Parkin Patricia C, Macarthur Colin, Khambalia Amina, Goldman Ran D, Friedman Jeremy N
Division of Pediatric Medicine and the Pediatric Outcomes Research Team, Hospital for Sick Children, 555 University Avenue, Toronto, Ontario, Canada.
Clin Pediatr (Phila). 2010 Mar;49(3):235-9. doi: 10.1177/0009922809336670. Epub 2009 Jun 1.
To evaluate clinical and laboratory assessment of dehydration severity in children, 1 to 36 months, with acute gastroenteritis.

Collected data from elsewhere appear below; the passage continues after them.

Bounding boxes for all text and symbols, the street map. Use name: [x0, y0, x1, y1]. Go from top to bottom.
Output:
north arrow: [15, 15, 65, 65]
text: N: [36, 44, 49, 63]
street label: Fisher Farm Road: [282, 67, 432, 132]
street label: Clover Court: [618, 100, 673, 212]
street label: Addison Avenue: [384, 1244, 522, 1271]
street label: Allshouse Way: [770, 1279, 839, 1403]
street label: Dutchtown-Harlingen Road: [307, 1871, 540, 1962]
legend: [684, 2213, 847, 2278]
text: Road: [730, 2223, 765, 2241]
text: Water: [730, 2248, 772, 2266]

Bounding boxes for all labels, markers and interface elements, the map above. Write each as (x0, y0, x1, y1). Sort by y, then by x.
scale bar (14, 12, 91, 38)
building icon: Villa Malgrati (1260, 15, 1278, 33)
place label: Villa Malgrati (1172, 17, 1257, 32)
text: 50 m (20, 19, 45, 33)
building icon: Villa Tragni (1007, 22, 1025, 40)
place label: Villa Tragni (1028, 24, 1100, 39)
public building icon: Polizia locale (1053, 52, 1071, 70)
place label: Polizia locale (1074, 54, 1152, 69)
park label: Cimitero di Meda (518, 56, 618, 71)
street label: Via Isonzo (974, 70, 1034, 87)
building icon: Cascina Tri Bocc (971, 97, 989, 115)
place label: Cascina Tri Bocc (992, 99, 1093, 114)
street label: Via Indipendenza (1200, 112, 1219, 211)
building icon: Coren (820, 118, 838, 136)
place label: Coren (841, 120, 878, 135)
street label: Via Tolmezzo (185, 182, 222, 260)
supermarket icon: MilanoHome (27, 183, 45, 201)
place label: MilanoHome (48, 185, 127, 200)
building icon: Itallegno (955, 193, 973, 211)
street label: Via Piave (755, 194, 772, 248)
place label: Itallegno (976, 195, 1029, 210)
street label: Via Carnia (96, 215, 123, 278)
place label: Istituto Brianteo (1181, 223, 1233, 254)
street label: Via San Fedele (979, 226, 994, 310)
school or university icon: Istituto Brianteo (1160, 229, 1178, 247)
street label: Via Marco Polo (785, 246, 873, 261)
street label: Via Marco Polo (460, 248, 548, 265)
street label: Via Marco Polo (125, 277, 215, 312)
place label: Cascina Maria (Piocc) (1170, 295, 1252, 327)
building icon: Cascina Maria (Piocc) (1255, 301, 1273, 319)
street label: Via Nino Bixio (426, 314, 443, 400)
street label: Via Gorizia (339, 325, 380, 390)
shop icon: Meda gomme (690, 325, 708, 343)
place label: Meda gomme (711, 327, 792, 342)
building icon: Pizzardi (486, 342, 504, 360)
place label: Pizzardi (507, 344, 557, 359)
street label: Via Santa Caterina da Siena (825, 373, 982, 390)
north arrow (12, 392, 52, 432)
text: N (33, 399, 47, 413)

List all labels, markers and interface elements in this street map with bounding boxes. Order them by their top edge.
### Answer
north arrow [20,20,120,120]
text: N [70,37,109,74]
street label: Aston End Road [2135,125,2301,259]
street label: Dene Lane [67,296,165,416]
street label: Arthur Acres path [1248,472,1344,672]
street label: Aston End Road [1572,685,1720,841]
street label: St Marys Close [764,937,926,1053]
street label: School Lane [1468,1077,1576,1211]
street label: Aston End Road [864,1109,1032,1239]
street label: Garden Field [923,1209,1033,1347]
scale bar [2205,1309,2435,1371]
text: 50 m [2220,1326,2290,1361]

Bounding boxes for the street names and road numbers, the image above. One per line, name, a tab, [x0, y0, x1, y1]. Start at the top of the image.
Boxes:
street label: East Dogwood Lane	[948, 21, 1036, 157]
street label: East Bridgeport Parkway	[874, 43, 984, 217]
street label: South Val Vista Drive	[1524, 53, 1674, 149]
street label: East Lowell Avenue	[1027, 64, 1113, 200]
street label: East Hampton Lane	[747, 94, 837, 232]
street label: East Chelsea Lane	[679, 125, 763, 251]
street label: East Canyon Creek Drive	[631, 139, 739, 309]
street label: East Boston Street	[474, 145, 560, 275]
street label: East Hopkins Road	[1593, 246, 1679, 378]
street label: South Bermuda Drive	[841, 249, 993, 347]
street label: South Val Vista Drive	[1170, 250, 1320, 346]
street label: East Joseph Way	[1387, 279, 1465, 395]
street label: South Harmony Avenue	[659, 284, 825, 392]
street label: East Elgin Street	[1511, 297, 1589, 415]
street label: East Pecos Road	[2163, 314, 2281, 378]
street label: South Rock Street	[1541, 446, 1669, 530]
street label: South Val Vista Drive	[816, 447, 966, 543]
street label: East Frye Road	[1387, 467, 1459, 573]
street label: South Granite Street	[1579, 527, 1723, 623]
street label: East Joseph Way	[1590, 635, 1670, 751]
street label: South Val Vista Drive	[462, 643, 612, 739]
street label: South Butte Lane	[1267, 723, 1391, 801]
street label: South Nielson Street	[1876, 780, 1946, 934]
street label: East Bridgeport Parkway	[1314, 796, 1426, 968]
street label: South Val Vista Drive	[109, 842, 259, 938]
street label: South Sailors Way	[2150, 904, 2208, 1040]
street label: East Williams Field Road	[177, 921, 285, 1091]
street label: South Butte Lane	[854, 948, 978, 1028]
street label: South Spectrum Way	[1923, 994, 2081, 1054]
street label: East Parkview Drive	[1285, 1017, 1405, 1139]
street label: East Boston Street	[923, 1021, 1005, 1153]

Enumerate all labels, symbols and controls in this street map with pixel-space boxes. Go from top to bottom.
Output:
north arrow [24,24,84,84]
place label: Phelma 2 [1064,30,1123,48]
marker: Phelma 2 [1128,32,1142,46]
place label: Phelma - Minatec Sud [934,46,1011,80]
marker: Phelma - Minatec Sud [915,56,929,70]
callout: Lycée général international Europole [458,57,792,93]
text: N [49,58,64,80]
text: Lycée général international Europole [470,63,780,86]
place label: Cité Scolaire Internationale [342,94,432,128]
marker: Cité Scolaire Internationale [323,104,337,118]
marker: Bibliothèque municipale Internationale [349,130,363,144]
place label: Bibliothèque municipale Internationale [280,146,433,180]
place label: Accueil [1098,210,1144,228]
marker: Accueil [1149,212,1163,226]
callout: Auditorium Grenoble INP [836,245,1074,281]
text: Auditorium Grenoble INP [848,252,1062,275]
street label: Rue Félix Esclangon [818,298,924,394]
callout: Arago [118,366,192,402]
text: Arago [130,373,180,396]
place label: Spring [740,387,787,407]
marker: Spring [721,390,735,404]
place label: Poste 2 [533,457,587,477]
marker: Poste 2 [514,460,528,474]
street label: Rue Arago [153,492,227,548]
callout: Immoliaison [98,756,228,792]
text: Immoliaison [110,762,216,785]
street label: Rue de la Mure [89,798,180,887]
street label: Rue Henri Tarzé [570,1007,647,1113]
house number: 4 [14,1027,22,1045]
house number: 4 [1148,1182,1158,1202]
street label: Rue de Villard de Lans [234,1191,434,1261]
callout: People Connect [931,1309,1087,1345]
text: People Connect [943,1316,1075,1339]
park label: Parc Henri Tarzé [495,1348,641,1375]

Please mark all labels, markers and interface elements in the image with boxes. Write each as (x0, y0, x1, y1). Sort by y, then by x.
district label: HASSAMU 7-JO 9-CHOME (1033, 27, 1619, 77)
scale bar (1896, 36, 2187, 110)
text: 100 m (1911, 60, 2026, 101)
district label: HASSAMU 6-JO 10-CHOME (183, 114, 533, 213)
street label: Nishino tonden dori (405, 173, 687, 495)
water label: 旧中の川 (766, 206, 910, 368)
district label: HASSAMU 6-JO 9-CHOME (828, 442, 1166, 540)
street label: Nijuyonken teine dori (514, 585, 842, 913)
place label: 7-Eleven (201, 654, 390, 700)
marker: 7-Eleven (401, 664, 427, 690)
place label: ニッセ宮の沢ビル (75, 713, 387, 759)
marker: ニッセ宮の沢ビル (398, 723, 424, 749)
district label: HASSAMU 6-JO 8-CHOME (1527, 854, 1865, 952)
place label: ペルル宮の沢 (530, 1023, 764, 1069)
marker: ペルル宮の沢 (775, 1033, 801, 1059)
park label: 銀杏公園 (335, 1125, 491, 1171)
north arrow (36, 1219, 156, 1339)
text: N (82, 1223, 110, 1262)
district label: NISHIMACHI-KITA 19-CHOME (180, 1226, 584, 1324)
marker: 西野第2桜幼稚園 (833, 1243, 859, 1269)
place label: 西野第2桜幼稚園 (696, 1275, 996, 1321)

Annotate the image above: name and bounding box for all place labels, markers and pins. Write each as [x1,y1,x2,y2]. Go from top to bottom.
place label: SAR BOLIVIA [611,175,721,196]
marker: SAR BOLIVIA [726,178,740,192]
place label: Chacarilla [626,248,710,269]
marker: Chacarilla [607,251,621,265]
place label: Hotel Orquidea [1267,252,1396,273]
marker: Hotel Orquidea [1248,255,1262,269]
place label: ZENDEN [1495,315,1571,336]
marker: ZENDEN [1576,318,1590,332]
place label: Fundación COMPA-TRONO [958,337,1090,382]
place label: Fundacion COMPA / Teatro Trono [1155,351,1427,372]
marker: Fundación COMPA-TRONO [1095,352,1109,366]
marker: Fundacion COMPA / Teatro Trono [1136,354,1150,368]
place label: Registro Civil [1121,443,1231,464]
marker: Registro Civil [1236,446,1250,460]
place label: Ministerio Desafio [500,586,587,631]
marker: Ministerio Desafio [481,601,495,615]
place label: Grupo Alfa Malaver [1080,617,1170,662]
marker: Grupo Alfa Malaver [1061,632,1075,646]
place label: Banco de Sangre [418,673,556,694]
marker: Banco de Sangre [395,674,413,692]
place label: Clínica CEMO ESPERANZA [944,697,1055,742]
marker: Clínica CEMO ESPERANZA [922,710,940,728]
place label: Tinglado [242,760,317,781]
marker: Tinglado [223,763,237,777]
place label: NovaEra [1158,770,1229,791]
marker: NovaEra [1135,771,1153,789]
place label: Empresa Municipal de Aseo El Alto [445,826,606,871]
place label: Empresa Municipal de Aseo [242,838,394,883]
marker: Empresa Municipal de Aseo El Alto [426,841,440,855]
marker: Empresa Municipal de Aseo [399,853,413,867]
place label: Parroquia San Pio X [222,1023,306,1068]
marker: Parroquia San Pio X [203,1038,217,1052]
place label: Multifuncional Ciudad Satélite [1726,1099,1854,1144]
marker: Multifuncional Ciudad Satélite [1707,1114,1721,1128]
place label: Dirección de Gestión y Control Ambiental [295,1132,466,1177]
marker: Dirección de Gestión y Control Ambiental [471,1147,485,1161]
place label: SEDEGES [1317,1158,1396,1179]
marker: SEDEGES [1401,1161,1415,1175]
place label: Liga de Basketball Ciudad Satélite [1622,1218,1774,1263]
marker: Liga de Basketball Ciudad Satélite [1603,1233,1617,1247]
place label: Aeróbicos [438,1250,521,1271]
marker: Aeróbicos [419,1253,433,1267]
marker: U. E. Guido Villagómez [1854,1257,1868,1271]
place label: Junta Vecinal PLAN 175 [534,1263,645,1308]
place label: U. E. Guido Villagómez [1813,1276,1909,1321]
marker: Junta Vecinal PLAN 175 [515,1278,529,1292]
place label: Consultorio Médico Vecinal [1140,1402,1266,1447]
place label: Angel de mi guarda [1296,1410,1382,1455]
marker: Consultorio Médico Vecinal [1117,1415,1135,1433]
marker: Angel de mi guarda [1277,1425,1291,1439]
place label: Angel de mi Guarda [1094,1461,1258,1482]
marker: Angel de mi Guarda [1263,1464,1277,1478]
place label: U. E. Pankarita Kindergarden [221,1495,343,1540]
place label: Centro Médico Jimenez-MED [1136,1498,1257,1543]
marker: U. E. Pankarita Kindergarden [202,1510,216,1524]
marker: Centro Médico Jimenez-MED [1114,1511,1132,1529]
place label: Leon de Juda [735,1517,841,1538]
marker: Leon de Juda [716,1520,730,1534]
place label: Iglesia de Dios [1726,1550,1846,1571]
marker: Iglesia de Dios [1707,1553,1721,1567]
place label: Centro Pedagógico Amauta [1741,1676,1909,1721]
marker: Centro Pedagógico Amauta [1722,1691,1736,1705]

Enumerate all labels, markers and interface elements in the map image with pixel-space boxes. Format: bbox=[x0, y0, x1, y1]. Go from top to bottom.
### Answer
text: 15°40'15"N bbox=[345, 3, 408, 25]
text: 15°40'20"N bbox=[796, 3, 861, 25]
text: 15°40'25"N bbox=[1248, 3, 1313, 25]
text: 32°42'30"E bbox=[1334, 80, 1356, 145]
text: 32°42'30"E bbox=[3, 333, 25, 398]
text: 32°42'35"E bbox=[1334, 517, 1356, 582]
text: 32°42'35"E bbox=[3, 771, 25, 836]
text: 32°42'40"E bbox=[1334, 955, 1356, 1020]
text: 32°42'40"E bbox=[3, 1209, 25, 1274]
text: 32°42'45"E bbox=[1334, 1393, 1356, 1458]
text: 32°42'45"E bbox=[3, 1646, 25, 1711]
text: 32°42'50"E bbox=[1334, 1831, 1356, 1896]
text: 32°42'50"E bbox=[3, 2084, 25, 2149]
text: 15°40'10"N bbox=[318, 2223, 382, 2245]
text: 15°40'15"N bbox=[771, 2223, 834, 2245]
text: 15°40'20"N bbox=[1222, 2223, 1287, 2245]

Clinical and laboratory measures and weight change following rehydration were collected for enrolled children.
Pediatric emergency department.
Likelihood ratio (LR+) and 95% confidence interval (CI): for a clinical score of 0, the LR+ was 2.2 (95% CI = 0.9-5.3); for a clinical score of 1 to 4, the LR+ was 1.3 (95% CI = 0.90-1.74); for a clinical score of 5 to 8, the LR+ was 5.2 (95% CI = 2.2-12.8); for a venous pH <7.32, the LR+ was 7.2 (95% CI = 2.4-21.9); and for serum bicarbonate <18 mmol/L, the LR+ was 11.6 (95% CI = 3.5-38.0).
Clinicians may find it useful to incorporate the Clinical Dehydration Scale and laboratory measures into clinical decision-making algorithms to assess dehydration severity in children with acute gastroenteritis.
评估1至36个月患急性肠胃炎儿童脱水严重程度的临床和实验室评估方法。
收集纳入研究儿童的临床和实验室指标以及补液后的体重变化。
儿科急诊科。
似然比(LR+)及95%置信区间(CI):临床评分为0时,LR+为2.2(95%CI = 0.9 - 5.3);临床评分为1至4时,LR+为1.3(95%CI = 0.90 - 1.74);临床评分为5至8时,LR+为5.2(95%CI = 2.2 - 12.8);静脉血pH <7.32时,LR+为7.2(95%CI = 2.4 - 21.9);血清碳酸氢盐<18 mmol/L时,LR+为11.6(95%CI = 3.5 - 38.0)。
临床医生可能会发现,将临床脱水量表和实验室指标纳入临床决策算法,对于评估急性肠胃炎儿童的脱水严重程度很有用。